What you need to do: Which lines in the records below contain the word "rows"? Return each of them.

[Stored data]
____
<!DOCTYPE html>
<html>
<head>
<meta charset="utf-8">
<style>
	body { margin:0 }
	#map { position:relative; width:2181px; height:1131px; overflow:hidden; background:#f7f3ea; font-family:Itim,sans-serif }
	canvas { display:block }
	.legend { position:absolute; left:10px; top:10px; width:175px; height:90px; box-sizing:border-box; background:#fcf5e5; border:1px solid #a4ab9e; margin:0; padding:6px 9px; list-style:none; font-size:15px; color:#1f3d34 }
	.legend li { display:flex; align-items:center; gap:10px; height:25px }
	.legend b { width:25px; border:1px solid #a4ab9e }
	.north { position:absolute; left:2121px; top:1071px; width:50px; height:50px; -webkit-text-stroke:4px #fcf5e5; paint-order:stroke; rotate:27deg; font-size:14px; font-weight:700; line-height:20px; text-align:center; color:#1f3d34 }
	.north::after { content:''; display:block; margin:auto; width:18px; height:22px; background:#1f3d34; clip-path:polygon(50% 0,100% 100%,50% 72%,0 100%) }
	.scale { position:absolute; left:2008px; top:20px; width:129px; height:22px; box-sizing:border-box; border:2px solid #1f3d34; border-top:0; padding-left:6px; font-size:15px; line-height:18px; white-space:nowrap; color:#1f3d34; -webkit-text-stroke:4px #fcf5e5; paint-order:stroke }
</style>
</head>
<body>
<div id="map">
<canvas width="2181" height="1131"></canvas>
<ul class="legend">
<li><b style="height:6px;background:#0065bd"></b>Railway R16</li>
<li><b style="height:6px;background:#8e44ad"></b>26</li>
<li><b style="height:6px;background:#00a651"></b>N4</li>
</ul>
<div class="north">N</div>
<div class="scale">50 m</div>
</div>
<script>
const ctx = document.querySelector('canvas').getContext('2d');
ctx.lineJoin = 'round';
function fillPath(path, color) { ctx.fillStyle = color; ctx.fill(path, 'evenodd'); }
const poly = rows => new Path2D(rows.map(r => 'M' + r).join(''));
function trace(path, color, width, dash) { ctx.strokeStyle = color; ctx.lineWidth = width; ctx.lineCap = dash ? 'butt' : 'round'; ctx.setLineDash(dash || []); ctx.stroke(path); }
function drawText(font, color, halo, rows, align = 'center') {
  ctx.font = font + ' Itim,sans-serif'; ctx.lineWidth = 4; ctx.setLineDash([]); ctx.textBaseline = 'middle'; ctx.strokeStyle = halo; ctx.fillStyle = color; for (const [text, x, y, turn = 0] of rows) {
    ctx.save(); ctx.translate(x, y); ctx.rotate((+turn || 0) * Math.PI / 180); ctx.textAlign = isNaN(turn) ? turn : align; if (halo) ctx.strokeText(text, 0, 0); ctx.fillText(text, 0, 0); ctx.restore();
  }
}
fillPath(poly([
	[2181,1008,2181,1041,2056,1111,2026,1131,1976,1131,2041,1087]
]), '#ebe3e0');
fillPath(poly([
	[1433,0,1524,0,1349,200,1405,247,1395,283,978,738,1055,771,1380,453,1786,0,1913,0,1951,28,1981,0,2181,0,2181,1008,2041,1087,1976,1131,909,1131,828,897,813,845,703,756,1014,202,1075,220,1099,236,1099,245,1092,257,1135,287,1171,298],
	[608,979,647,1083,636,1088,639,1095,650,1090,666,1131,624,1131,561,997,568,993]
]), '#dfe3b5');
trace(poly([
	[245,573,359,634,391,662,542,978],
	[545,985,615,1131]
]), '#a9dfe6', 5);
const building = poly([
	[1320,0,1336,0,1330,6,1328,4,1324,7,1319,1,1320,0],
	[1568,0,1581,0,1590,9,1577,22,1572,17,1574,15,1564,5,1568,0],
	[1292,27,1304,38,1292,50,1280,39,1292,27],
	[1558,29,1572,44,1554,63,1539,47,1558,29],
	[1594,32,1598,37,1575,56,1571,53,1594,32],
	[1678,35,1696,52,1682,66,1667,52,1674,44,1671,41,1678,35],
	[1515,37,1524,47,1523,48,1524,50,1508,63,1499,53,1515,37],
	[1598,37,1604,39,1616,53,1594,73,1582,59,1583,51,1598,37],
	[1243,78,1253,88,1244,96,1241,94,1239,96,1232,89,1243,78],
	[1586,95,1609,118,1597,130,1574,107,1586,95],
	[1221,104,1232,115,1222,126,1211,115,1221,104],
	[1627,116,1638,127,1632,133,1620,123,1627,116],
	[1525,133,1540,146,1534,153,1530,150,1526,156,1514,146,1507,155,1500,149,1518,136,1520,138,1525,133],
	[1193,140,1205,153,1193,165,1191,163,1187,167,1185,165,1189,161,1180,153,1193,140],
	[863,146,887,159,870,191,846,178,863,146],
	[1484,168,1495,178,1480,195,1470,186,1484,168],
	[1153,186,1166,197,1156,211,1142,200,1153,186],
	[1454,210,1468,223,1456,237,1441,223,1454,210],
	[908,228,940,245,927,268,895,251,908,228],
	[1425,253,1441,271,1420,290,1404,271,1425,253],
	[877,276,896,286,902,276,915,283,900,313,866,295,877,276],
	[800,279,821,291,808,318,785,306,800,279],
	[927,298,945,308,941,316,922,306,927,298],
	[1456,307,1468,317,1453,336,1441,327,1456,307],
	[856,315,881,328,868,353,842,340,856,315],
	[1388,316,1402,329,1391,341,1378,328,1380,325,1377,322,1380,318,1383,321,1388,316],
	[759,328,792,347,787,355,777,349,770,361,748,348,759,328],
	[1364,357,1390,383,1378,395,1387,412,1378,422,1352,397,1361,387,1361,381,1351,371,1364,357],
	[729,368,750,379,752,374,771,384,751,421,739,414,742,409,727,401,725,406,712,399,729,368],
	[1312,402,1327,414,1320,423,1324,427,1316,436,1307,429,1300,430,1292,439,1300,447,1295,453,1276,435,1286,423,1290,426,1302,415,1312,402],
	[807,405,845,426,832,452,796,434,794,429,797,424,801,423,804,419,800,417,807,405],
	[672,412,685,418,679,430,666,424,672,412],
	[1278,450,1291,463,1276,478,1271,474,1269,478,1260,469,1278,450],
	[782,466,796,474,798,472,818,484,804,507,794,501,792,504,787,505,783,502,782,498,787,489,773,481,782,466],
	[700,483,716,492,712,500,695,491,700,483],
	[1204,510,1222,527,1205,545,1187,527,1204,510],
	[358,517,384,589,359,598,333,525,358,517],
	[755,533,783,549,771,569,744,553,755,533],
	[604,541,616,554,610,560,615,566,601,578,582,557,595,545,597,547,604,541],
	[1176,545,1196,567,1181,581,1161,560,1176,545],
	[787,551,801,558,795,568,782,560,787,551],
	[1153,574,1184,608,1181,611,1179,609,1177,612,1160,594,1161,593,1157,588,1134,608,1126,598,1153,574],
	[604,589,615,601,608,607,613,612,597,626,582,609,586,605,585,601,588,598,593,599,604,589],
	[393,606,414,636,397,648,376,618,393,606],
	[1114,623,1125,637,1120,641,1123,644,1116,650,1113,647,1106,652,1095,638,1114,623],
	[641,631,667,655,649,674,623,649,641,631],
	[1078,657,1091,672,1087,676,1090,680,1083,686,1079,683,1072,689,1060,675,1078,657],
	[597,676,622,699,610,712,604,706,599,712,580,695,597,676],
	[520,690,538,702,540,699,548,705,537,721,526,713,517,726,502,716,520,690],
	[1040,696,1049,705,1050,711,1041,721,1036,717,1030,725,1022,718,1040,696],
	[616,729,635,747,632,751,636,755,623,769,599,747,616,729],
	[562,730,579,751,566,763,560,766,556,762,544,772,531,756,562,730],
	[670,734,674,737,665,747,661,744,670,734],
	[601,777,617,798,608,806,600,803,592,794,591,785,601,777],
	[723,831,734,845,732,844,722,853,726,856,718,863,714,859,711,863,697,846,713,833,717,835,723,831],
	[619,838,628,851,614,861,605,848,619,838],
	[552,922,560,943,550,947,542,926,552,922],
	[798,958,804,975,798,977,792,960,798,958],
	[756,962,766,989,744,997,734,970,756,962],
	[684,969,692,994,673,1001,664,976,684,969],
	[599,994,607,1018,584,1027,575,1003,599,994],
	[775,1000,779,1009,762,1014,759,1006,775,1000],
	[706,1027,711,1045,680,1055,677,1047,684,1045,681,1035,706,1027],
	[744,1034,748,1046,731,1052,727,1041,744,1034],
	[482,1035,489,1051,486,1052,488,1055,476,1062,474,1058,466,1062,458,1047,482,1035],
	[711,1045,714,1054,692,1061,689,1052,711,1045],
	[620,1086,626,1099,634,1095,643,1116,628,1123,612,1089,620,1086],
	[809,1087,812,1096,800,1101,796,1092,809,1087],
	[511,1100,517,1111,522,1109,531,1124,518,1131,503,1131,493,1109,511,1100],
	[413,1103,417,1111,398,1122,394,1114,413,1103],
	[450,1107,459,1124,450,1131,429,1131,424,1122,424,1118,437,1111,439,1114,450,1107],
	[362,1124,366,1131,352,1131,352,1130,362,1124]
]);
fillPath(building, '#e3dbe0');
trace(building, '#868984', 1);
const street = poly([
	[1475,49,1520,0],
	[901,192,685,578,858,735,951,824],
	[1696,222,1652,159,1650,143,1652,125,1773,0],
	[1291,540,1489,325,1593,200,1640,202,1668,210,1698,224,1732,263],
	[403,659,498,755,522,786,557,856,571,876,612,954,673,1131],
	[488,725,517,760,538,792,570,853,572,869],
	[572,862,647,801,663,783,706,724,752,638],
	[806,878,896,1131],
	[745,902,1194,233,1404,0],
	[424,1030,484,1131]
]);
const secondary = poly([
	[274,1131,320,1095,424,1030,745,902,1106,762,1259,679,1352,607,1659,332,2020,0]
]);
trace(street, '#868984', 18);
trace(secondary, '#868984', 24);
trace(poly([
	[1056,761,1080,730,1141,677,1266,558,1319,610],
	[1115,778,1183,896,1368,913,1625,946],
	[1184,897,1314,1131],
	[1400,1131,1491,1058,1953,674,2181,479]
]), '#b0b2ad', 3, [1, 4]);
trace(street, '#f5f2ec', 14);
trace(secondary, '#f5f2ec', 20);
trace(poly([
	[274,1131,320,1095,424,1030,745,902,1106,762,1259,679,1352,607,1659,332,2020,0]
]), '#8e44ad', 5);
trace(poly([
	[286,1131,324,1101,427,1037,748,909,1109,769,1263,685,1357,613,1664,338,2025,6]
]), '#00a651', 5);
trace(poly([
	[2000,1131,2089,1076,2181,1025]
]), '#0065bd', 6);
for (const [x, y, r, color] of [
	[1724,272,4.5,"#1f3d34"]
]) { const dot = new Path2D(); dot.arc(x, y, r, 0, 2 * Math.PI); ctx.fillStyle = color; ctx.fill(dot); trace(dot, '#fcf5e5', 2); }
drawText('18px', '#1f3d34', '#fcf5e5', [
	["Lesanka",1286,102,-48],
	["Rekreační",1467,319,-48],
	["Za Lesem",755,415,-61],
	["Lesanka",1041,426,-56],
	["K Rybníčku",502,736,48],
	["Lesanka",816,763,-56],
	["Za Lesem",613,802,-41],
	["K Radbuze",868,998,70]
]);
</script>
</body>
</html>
____
Answer below:
const poly = rows => new Path2D(rows.map(r => 'M' + r).join(''));
function drawText(font, color, halo, rows, align = 'center') {
  ctx.font = font + ' Itim,sans-serif'; ctx.lineWidth = 4; ctx.setLineDash([]); ctx.textBaseline = 'middle'; ctx.strokeStyle = halo; ctx.fillStyle = color; for (const [text, x, y, turn = 0] of rows) {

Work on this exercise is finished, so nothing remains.